#### TASK TO CARRY OUT:
Every line in the entries where "from" is found should be copied.

(Stored items)
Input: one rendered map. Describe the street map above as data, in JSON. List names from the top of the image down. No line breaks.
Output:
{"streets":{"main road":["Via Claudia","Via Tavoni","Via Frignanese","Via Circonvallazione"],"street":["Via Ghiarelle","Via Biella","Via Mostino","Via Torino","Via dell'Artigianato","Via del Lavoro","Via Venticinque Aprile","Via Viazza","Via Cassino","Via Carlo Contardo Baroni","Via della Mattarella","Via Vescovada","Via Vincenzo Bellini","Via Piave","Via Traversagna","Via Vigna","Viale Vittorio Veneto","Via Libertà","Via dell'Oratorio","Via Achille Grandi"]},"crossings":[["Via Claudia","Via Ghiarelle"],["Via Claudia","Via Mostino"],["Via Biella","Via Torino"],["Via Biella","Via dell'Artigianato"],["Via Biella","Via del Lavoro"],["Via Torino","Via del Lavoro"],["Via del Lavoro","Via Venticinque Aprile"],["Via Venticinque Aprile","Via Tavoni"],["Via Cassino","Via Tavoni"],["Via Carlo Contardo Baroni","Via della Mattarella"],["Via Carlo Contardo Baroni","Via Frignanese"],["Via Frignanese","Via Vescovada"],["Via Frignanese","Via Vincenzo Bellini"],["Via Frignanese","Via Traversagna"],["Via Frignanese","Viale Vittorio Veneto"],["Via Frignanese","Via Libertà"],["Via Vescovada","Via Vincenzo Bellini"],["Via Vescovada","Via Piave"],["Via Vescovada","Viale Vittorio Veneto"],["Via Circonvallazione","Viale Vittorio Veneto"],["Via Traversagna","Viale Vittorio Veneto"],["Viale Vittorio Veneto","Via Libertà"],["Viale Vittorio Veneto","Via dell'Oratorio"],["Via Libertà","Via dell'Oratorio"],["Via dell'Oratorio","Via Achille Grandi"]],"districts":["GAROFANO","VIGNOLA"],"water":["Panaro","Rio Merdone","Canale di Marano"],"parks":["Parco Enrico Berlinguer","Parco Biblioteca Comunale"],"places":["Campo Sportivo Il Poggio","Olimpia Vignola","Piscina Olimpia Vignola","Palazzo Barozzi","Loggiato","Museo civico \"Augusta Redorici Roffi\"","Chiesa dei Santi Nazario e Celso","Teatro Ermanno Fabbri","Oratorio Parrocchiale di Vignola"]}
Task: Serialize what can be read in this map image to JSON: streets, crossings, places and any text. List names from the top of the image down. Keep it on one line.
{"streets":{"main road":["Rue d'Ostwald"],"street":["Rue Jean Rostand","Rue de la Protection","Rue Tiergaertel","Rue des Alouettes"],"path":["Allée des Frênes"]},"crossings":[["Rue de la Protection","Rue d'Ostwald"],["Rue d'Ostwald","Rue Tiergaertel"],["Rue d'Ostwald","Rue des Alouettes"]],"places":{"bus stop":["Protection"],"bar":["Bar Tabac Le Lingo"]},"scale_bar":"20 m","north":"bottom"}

#### FINISHED EXERCISE:
Input: one rendered map. Describe the street map above as data, in JSON. List names from the top of the image down. No line breaks.
Task: Serialize what can be read in this map image to JSON: streets, crossings, places and any text. List names from the top of the image down. Keep it on one line.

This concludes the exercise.